Critique – Les Belles promesses – Pierre Lemaitre – Calmann-Lévy
Dernier volume de la tétralogie consacrée aux « Années glorieuses », « Les Belles promesses » couvre la période 1963-1964 et c’est avec une certaine excitation qu’on retrouve la famille Pelletier.
C’est autour du tandem François et Jean, les deux frères, que se structure le récit.
Le premier a une intime conviction : la culpabilité du second dans l’assassinat de plusieurs jeunes femmes sur lesquelles le tueur s’est acharné en leur fracassant la tête.
Est-ce pour se racheter de ses péchés que Jean, avec un courage frisant l’inconscience, sauve un bébé d’un incendie meurtrier ?
Peut-être, mais c’est surtout l’abjecte Geneviève qui va profiter de l’acte héroïque de son mari pour attirer l’attention sur elle et se faire mousser.
Pendant ce temps, Philippe, le fils de Jean et de Geneviève qui subit les premiers assauts de la puberté, est fascinée par les attraits féminins de la tante Thérèse.
Quant à Colette, la sœur du préadolescent, toujours meurtrie par le viol qu’elle a subi, elle continue de se rebeller contre l’autorité maternelle et protège son vieux chat de la cruauté de Geneviève.
Mais Joseph a encore des ressources et de la ruse pour contrer l’odieuse marâtre.
Voilà pour le récit familial qui ne brille pas par sa finesse psychologique.

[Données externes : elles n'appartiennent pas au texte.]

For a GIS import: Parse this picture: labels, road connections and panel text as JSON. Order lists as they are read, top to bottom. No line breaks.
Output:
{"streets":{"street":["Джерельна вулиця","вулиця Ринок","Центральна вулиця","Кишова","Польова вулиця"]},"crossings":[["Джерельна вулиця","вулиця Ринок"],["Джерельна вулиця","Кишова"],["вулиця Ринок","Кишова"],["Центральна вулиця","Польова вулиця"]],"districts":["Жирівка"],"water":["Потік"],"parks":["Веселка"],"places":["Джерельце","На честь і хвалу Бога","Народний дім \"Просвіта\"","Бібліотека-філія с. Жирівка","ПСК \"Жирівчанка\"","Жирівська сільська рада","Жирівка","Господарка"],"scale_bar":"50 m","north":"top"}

Son intérêt réside dans l’arrière-plan historique qui le sous-tend.
A l’aube des années 1960, la foi dans le progrès anime les Français. Pour le meilleur et pour le pire…
Depuis les travaux du baron Haussmann sous le Second Empire, jamais Paris n’avait connu de telles transformations.

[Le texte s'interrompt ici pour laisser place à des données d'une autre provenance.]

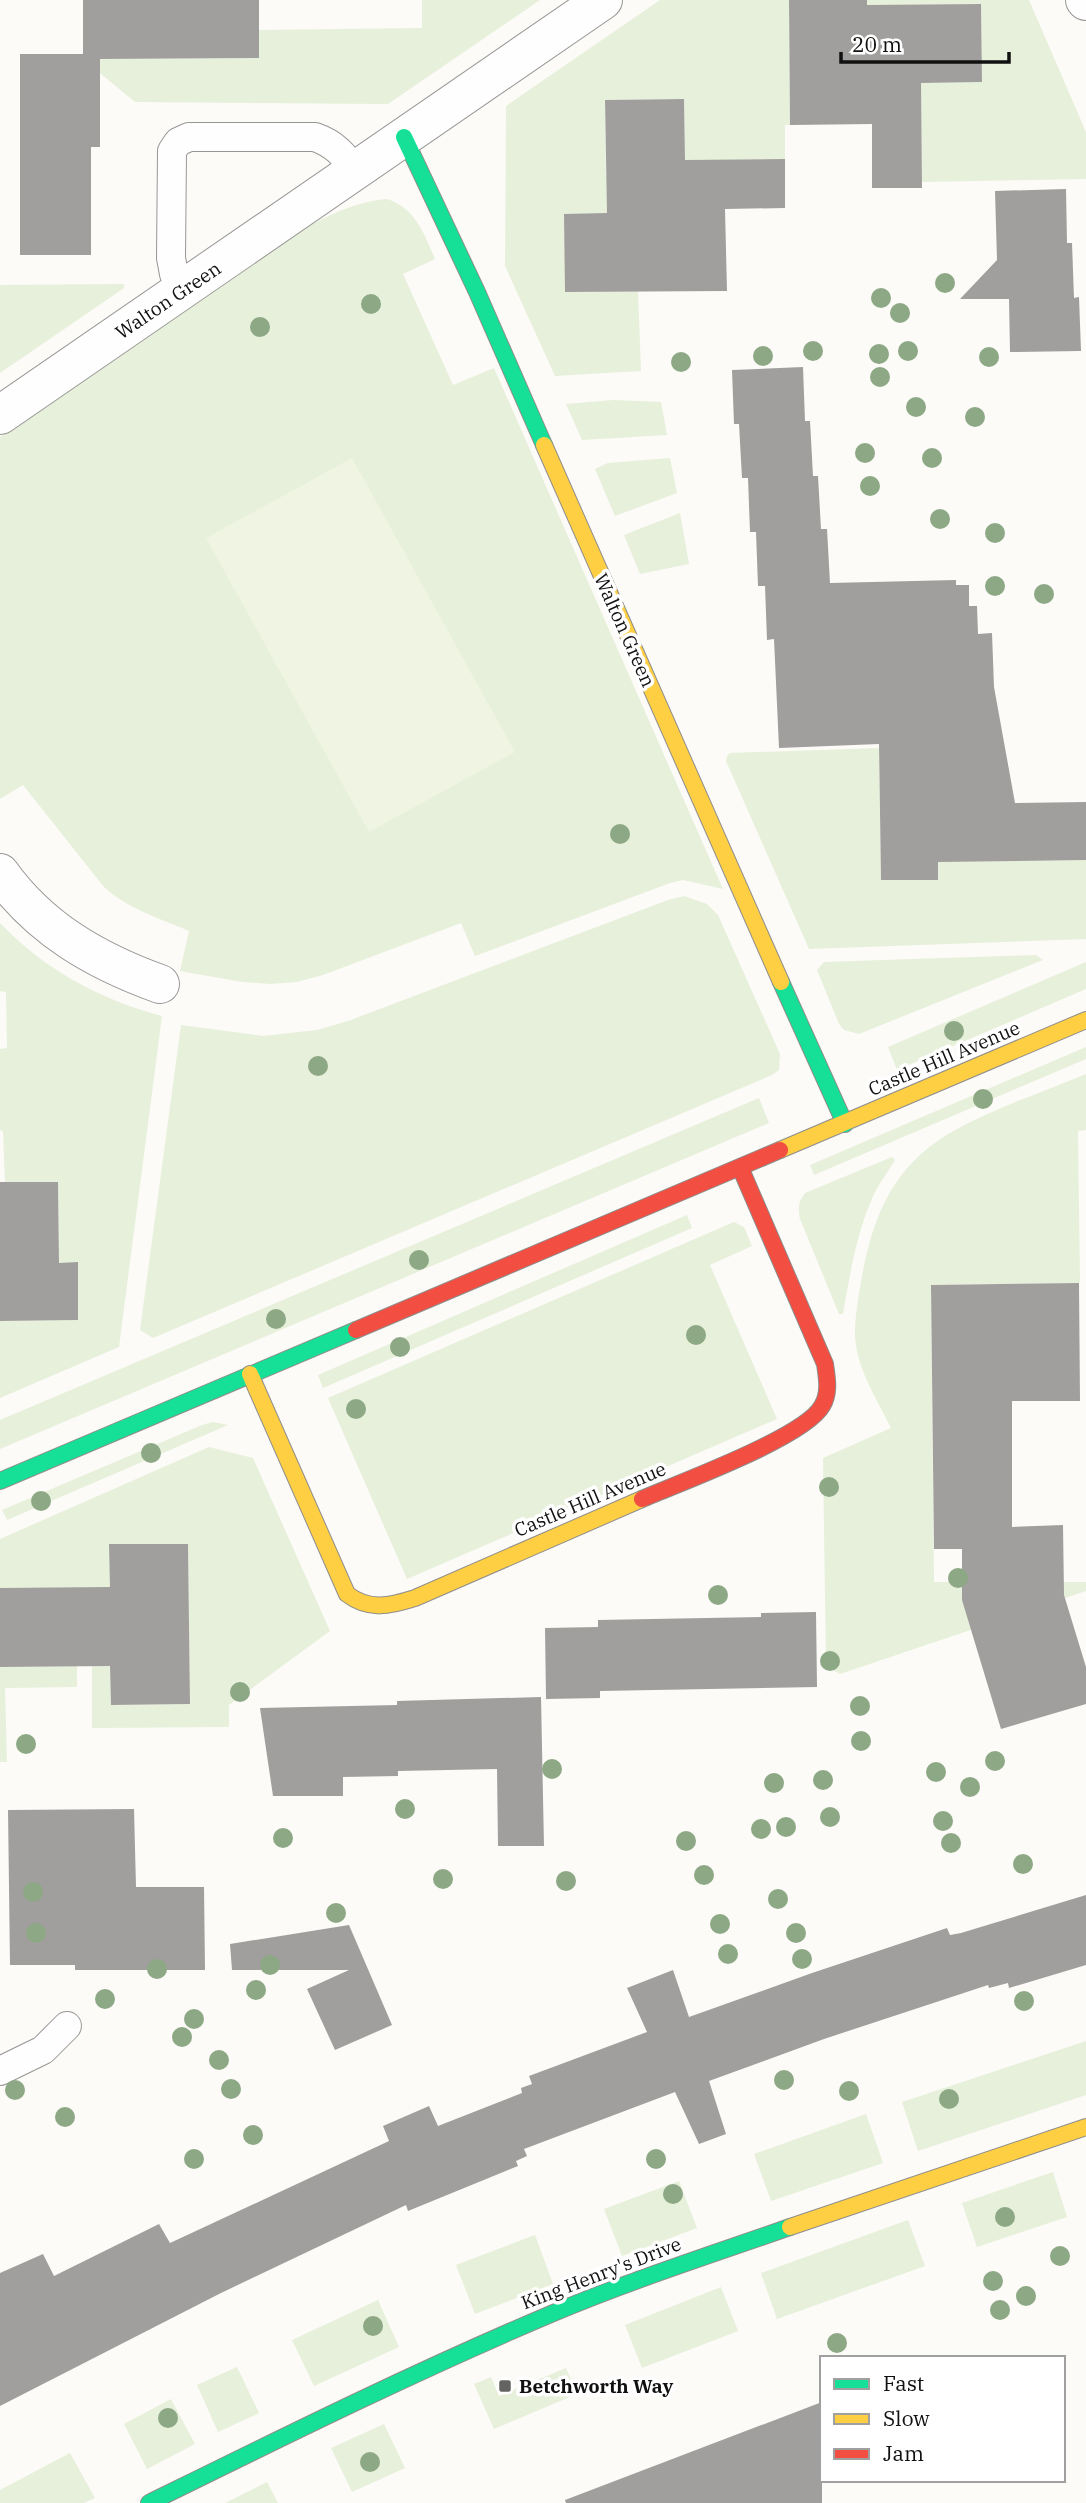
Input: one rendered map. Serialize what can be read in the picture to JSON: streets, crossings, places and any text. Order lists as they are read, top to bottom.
{
  "streets": {
    "street": ["Walton Green", "Castle Hill Avenue", "King Henry's Drive"]
  },
  "crossings": [
    ["Walton Green", "Castle Hill Avenue"]
  ],
  "places": {
    "transit": ["Betchworth Way"]
  },
  "legend": ["Fast", "Slow", "Jam"],
  "scale_bar": "20 m"
}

La construction du périphérique se poursuit. Il constituera une barrière parfois infranchissable entre la capitale et la banlieue et inaugurera le règne du « tout-bagnole ». Le corollaire de la création de cette ceinture fut, entre autres, l’expulsion de familles.
À cette époque, on a déjà réfléchi à l’édification de ce qui sera une verrue dans l’harmonie haussmannienne : la tour Montparnasse et ses deux cent dix mètres de hauteur.

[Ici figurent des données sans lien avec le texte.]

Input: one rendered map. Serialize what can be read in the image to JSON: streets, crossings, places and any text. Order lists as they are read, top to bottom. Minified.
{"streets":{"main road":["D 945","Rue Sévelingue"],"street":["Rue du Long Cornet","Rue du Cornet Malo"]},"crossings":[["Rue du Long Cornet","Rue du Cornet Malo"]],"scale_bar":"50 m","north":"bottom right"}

Dans les campagnes, la modernité s’impose, parfois contre les premiers concernés.
En 1962 une loi d’orientation encourage la formation d’exploitations agricoles plus rationnelles et plus vastes. La mécanisation avance à marche forcée avec pour conséquence un endettement croissant des cultivateurs et éleveurs.
Quant aux coopératives agricoles, elles pressent les paysans comme des citrons.
Voilà pour les coulisses de l’histoire.
Et c’est l’entremêlement des éléments propres à la saga familiale et des événements et évolutions marquants de la période sur laquelle l’auteur braque son roman qui fait le sel de cette lecture.
Parce que Pierre Lemaitre a un talent de conteur hors pair, il faut bien l’admettre.